Foto: Peu Ricardo/DP

Na sexta-feira passada, foi iniciada a atuação da Força Nacional no município de Paulista, como parte da implantação do Programa Nacional de Enfrentamento à Criminalidade Violenta, também chamado de projeto “Em Frente, Brasil".

Esse programa é fruto de um acordo entre o Governo Federal, o Governo do Estado e a Prefeitura do Paulista, com o objetivo de ampliar e intensificar a prevenção e a repressão à criminalidade no município. Já é do conhecimento geral que Paulista tem um grave problema de segurança pública, pois registrou taxa de mais de 37 homicídios por 100 mil habitantes, segundo dados do Atlas da Violência, referentes a 2016. Naquele mesmo ano, a média do brasil foi de pouco mais de 30 homicídios por 100 mil habitantes.

O programa prevê um conjunto de ações, que inclui:

- Reforço de policiamento com 100 policiais da Força Nacional por um período inicial de 4 meses, além de equipamentos.

- Desses 100 policiais, cerca de 80% atuará ao lado da Polícia Militar local no policiamento ostensivo e 20% trabalhará na parte investigativa.

- Assim como os outros municípios, Paulista receberá uma verba extra federal para aplicação na segurança pública, nas áreas de inteligência e tecnologia.

A princípio, esta parece uma medida importante e efetiva para a redução da criminalidade, entretanto, os primeiros efeitos da presença da Força Nacional no policiamento já se fazem notar, e não estão sendo muito positivos.

Motoristas e cobradores de ônibus tem se queixado que os soldados da Força Nacional estão revistando inclusive eles nos Terminais Integrados de passageiros. Isso tem gerado indignação entre esses profissionais do transporte, que estão se sentindo desrespeitados, e também entre a própria população.

As Juntas Codeputadas levaram este assunto para Tribuna para demonstrar a preocupação da mandata com os desdobramentos desse programa.

Se antes de completar uma semana já estão ocorrendo esses tipos de incidentes com a ação da Força Nacional, é muito preocupante o que virá daqui para frente, já que a previsão é de que os soldados permaneçam em Paulista por pelo menos 4 meses, no policiamento ostensivo, e pelo menos 6 meses no apoio à polícia judiciária e à perícia forense.

Nós entendemos que este programa do Governo Federal não é suficiente para gerar efeitos reais de redução da criminalidade, inclusive porque vai nos mesmos caminhos que programas anteriores, que também não foram exitosos. Por que se começa novamente aumentando o contingente policial, aprofundando a atuação ostensiva e gerando mais tensões entre a população? Por que o programa não se inicia com as ações de prevenção à violência de forma simultânea?

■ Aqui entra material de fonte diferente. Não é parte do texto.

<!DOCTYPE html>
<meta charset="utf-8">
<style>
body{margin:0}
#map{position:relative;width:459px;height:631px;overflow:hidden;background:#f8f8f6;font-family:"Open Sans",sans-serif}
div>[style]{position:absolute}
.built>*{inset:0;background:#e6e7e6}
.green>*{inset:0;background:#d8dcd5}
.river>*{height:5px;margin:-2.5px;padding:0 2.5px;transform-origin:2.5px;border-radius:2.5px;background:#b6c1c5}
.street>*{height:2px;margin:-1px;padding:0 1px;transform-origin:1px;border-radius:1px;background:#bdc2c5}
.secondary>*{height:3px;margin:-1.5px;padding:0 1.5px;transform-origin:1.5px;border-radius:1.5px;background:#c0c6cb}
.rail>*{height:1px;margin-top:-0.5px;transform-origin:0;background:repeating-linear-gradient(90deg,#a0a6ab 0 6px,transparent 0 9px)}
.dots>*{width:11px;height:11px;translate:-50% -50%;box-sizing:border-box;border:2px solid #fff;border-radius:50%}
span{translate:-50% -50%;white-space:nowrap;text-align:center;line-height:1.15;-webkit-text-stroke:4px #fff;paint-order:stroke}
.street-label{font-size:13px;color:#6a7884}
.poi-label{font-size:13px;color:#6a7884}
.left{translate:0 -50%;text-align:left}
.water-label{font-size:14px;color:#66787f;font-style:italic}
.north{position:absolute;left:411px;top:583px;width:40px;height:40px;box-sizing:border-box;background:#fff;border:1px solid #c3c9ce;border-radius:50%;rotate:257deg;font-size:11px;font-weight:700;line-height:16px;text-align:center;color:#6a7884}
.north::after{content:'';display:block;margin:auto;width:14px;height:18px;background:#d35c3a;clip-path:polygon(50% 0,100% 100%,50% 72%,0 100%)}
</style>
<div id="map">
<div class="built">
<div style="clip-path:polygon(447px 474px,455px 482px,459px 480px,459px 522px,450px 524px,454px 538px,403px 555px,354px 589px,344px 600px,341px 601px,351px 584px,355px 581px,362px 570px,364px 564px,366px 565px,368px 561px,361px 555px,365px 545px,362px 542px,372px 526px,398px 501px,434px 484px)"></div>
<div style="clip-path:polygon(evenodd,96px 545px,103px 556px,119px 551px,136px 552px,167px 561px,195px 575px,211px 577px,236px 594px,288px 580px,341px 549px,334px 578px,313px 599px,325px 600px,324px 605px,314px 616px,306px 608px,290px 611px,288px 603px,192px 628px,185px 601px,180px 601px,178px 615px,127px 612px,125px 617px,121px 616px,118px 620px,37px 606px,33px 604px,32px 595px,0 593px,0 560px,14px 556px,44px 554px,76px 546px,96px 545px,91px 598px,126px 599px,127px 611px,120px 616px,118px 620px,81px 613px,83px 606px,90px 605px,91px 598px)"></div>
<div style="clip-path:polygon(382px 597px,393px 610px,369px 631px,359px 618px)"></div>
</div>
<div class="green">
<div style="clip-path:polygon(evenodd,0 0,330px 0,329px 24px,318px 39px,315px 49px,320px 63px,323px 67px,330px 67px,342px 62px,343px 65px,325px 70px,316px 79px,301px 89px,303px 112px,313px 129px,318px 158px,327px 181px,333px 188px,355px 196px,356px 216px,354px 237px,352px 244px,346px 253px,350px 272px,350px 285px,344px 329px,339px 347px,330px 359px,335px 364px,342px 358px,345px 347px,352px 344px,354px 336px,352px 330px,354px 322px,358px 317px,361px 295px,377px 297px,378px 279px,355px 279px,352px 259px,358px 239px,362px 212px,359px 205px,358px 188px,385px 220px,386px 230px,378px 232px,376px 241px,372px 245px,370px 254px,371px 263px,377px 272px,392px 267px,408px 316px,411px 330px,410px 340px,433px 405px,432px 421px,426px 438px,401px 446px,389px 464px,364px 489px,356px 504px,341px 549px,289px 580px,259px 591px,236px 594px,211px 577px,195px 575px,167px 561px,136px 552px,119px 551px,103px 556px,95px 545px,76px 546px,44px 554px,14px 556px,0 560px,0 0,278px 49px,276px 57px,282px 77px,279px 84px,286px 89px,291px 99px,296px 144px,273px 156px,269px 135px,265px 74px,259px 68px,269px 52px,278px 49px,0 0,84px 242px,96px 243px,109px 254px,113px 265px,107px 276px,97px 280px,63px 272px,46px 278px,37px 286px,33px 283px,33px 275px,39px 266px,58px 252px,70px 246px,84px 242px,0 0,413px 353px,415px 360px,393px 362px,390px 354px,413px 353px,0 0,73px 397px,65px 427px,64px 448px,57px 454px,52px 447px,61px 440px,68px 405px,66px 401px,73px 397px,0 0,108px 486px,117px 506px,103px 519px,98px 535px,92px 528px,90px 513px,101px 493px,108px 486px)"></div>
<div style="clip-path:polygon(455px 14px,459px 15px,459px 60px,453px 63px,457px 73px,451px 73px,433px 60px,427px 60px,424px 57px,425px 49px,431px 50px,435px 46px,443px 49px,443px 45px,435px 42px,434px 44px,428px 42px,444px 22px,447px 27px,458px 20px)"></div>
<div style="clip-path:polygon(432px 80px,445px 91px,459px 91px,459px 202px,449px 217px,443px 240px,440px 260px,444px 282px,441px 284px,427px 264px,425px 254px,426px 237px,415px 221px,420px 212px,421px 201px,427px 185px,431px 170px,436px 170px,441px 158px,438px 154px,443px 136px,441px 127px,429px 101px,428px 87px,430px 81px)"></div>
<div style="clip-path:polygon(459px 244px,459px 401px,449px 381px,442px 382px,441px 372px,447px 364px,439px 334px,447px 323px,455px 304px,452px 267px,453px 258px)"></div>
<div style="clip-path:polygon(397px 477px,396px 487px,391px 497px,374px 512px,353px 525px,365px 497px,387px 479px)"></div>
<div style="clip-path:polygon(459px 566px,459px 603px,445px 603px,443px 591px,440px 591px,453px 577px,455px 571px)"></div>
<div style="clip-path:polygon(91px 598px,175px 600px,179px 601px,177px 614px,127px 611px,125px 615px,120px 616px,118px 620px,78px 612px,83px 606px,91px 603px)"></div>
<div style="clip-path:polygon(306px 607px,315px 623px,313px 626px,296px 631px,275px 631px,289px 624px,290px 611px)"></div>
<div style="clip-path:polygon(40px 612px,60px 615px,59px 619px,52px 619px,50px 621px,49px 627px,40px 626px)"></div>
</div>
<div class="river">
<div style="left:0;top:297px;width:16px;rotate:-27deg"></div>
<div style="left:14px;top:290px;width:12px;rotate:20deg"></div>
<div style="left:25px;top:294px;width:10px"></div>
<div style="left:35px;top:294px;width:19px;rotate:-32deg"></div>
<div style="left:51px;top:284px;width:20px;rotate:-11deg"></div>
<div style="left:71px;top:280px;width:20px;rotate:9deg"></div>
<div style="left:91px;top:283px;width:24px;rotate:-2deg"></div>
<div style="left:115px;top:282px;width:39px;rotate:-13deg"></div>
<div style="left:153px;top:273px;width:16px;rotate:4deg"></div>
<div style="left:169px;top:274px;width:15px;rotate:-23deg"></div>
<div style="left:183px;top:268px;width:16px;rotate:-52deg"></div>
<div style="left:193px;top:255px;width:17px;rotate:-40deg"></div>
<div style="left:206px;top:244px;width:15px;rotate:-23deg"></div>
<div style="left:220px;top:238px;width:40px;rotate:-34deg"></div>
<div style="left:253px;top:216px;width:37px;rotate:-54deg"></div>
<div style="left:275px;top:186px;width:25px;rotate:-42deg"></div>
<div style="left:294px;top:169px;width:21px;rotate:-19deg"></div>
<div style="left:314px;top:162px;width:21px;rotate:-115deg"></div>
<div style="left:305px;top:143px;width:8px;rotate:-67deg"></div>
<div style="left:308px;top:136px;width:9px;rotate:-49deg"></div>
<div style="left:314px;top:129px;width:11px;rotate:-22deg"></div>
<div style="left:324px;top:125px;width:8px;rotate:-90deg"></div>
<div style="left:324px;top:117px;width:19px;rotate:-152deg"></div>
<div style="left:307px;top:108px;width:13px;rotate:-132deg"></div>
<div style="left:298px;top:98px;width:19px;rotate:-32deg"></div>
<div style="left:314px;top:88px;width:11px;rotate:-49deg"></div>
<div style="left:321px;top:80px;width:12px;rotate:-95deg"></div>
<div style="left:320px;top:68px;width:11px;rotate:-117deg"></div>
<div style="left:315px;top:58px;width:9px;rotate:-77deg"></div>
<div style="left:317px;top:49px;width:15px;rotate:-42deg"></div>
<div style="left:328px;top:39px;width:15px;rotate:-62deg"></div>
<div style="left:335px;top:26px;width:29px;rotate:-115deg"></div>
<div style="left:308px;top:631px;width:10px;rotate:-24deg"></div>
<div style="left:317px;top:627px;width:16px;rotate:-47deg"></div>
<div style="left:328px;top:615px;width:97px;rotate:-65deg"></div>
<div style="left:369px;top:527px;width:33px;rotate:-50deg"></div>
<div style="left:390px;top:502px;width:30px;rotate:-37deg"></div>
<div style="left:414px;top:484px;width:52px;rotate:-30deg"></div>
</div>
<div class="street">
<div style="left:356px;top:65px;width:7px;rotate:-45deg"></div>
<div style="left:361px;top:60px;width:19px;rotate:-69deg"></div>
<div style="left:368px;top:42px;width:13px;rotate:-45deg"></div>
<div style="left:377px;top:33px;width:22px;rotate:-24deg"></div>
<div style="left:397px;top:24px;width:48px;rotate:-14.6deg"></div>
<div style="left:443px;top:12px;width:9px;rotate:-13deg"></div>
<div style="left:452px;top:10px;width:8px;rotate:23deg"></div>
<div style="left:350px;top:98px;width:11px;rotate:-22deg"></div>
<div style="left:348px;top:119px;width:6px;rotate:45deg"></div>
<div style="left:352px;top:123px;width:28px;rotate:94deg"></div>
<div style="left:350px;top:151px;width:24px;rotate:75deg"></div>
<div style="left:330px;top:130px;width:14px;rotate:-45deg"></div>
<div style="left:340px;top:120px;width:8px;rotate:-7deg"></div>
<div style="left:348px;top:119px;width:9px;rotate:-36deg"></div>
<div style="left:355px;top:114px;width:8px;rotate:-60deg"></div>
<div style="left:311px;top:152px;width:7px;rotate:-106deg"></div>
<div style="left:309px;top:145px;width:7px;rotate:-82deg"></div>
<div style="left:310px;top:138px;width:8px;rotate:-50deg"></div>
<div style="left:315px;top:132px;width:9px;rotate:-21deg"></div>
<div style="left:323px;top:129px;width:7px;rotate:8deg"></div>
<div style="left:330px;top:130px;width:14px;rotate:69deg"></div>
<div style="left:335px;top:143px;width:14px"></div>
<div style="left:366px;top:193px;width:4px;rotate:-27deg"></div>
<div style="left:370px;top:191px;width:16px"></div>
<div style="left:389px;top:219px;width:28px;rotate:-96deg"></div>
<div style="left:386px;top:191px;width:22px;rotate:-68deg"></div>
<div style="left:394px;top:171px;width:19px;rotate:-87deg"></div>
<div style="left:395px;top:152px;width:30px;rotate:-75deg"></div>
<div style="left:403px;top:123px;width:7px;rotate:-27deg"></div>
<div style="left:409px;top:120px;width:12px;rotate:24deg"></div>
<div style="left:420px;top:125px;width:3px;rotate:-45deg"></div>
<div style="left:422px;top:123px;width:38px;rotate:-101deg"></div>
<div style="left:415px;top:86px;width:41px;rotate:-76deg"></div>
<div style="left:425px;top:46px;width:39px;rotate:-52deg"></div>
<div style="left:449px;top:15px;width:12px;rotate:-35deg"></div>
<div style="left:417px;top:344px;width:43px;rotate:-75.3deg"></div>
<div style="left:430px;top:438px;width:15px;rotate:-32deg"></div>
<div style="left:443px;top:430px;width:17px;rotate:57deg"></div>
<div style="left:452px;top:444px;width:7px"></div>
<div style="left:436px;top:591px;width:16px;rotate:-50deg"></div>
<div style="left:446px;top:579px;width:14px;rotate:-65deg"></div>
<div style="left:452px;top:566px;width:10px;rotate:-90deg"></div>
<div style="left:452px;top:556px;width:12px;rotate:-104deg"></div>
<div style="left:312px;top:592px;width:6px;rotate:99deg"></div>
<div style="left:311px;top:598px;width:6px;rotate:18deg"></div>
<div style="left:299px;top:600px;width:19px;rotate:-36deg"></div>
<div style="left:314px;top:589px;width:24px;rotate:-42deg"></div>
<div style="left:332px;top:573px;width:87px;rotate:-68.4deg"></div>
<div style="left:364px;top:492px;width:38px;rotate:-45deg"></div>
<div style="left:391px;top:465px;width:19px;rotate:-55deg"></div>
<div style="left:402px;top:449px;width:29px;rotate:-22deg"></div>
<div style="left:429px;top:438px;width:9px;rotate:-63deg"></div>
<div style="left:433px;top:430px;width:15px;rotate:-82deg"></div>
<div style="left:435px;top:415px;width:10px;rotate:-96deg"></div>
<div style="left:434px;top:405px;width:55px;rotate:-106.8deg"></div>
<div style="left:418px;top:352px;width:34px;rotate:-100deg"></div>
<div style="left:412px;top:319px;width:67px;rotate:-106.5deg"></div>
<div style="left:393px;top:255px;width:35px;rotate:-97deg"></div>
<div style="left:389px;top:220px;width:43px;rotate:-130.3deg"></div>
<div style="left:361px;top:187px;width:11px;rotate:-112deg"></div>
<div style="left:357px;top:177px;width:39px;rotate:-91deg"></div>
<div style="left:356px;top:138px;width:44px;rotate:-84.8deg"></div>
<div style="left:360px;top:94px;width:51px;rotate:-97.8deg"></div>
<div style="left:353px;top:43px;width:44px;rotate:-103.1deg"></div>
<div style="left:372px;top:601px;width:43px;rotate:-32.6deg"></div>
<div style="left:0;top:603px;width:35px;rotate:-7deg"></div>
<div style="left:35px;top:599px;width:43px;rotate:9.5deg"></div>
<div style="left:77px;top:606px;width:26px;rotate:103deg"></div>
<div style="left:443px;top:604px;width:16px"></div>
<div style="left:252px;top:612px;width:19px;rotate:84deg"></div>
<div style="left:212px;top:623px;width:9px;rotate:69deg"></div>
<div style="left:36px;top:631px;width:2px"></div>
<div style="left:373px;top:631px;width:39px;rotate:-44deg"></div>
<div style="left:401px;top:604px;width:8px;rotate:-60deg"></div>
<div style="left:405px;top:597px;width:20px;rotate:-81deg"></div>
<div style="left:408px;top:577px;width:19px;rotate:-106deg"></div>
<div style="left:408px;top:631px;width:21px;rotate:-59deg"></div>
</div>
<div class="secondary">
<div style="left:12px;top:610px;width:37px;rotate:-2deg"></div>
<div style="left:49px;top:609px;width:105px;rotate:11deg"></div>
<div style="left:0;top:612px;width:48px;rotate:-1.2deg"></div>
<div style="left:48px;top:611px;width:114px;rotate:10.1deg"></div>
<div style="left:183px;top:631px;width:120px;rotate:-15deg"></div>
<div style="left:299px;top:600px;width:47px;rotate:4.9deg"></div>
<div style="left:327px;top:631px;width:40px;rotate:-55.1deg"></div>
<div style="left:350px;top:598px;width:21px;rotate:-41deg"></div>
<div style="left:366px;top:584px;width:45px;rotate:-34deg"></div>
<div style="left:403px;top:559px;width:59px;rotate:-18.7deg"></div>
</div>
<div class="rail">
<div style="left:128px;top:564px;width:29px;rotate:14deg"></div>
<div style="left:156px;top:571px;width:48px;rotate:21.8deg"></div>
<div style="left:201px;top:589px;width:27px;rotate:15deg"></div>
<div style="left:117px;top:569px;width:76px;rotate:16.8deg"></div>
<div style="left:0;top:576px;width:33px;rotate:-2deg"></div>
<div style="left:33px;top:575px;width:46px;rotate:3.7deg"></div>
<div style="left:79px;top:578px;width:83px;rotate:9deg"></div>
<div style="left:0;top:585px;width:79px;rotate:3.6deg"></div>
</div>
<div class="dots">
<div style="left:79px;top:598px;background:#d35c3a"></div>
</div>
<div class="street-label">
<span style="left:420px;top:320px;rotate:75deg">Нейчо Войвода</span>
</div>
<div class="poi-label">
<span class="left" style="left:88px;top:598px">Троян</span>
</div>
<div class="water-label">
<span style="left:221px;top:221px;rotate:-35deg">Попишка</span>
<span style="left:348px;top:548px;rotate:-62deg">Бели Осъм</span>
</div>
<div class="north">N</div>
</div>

A prevenção só vai começar em 2020, na chamada segunda fase do programa, e envolverá a participação de dez Ministérios, com trabalho nas áreas de cultura, esporte, lazer, educação, assistência social, entre outras.

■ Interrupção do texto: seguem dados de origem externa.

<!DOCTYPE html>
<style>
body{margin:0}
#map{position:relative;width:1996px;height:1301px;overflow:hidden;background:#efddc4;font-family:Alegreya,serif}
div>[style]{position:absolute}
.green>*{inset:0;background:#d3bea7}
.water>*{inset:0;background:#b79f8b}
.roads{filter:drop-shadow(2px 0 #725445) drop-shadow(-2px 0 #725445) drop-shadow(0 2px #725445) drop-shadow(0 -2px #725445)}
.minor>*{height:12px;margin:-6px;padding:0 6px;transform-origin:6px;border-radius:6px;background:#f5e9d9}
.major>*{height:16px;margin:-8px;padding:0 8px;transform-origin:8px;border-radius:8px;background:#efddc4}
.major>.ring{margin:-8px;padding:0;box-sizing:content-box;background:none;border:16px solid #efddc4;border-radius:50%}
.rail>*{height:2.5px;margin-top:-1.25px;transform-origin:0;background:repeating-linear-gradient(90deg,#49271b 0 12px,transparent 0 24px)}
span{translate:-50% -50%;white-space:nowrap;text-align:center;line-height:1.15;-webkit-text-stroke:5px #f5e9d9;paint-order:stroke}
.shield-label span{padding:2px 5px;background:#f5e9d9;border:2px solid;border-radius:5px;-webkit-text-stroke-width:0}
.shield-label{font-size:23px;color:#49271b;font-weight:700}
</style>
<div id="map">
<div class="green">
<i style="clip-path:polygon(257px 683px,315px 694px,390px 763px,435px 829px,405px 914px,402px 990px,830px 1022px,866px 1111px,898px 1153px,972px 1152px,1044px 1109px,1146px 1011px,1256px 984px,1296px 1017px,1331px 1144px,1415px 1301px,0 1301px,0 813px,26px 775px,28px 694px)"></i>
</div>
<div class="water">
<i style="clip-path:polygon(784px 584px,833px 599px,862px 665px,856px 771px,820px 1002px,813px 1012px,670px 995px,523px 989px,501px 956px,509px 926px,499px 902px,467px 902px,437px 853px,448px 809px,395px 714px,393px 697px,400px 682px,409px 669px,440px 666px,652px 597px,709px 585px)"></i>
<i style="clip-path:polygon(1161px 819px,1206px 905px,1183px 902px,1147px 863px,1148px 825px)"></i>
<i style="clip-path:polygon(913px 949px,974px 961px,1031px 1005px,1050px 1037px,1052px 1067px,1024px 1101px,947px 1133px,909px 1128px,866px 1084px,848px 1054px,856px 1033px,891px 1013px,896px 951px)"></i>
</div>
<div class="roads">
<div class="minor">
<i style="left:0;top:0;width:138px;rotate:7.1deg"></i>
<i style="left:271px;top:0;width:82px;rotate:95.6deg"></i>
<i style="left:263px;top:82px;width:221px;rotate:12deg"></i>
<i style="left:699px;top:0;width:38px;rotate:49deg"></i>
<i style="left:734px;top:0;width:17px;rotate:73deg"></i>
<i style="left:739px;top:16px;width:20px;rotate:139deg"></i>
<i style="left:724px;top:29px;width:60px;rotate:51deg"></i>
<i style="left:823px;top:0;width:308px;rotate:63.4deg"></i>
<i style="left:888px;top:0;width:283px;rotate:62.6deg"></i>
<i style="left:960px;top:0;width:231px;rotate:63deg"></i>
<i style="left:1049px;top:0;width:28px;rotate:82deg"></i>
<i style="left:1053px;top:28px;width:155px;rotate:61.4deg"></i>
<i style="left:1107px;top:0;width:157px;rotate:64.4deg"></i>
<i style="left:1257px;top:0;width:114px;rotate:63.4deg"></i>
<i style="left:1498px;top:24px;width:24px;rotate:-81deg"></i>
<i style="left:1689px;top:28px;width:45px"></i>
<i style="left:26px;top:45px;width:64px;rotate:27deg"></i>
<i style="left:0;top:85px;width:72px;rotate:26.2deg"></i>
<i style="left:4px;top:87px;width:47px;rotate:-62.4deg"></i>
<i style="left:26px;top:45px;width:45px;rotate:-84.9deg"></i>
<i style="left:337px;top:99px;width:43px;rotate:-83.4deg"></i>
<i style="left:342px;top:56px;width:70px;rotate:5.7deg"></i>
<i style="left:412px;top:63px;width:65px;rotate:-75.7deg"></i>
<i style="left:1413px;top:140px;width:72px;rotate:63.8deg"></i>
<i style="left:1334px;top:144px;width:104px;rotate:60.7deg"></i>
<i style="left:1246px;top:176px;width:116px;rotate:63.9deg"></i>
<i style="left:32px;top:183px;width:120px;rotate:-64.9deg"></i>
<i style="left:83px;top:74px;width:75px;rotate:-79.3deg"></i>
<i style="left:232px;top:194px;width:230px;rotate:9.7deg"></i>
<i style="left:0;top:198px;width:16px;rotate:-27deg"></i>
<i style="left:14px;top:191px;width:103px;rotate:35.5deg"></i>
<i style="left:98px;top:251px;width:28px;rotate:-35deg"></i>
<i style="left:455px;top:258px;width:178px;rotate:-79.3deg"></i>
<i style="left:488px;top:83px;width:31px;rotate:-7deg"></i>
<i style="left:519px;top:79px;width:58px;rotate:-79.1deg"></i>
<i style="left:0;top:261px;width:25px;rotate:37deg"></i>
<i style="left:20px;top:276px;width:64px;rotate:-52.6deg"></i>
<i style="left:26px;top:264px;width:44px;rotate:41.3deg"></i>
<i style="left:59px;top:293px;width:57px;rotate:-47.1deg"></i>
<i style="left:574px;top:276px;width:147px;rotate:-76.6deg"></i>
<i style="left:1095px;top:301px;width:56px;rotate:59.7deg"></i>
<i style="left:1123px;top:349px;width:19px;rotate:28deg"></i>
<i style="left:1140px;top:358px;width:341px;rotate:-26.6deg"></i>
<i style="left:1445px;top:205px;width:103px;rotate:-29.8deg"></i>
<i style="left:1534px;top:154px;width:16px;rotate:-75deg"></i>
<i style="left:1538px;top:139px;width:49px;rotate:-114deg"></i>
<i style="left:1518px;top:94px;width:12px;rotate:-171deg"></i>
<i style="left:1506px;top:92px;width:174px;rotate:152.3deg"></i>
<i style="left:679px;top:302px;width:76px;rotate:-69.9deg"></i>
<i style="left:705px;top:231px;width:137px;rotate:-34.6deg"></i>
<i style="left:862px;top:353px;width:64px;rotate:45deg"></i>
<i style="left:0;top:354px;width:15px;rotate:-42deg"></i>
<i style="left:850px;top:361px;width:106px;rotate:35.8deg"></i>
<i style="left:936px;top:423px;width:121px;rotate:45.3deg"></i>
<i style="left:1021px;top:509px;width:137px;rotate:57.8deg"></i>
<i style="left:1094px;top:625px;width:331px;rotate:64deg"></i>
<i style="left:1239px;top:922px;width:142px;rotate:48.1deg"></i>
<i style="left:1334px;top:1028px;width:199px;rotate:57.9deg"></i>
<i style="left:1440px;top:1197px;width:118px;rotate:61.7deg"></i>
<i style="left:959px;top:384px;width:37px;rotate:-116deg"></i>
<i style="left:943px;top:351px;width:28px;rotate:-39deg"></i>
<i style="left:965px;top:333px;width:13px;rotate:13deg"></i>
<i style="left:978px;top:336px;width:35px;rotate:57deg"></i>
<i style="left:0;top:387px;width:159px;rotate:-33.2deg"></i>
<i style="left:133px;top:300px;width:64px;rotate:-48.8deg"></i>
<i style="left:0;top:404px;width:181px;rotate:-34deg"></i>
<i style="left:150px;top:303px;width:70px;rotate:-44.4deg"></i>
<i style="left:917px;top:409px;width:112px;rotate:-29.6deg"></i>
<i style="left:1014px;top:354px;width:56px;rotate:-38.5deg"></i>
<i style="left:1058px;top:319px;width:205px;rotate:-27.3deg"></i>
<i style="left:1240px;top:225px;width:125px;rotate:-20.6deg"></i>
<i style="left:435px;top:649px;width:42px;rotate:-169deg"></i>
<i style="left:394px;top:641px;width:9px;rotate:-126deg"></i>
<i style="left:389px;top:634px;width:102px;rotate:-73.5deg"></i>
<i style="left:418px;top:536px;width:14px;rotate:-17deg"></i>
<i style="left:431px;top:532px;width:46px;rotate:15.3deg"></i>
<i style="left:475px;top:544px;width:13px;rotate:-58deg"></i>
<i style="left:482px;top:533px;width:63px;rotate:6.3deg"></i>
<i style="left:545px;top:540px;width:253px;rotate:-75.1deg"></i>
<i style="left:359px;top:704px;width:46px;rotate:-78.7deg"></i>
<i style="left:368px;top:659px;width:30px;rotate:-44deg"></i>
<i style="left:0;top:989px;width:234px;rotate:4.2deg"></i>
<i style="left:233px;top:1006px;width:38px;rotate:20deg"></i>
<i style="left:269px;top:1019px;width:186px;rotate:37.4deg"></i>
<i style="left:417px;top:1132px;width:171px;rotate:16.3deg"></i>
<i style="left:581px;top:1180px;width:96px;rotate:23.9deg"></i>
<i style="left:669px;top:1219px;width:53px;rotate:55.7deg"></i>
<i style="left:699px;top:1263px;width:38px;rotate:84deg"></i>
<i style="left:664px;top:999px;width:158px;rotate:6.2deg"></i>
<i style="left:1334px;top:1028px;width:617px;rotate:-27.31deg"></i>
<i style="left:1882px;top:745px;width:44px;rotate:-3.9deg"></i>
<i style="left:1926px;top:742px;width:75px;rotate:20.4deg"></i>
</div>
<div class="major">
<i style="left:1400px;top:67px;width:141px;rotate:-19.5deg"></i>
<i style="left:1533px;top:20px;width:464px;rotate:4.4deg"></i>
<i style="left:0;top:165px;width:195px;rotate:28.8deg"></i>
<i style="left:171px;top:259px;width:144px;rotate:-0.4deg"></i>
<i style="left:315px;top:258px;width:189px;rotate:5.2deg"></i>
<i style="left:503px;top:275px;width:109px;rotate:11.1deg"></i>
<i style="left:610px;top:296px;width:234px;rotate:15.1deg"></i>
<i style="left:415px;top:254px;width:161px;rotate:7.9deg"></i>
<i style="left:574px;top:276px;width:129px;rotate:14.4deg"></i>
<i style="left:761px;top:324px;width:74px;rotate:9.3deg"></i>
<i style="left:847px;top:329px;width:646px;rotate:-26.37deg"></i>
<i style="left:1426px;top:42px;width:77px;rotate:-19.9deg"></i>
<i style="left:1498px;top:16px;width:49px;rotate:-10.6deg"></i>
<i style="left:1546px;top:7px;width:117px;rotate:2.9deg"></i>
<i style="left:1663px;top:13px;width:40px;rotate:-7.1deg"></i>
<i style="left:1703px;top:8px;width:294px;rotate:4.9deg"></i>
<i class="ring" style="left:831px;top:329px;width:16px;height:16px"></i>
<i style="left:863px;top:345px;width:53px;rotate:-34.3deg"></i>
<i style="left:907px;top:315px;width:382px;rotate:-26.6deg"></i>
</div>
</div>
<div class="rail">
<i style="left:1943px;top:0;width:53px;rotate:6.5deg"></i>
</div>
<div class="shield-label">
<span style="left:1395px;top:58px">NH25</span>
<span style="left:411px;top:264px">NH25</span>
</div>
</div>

A gente espera que essas ações sejam realmente consistentes e que o Governo do Estado assegure que cheguem às pessoas que realmente necessitam desse suporte, para que a prevenção seja efetiva. Além disso, solicitamos ao Governador que se mantenha vigilante sobre a ação da Força Nacional, para que não se repitam essas abordagens como as que foram feitas contra motoristas e cobradores de ônibus.

É importante lembrar que temos o exemplo fracassado do Rio de Janeiro. A ação policial no Estado começou com uma proposta de pacificação de comunidades e anos depois se transformou numa intervenção militar, que torna as moradores e moradores reféns das polícias e das milícias.

Os trabalhadores e as trabalhadoras do município de Paulista têm o direito de terem sua dignidade respeitada no exercício de suas funções.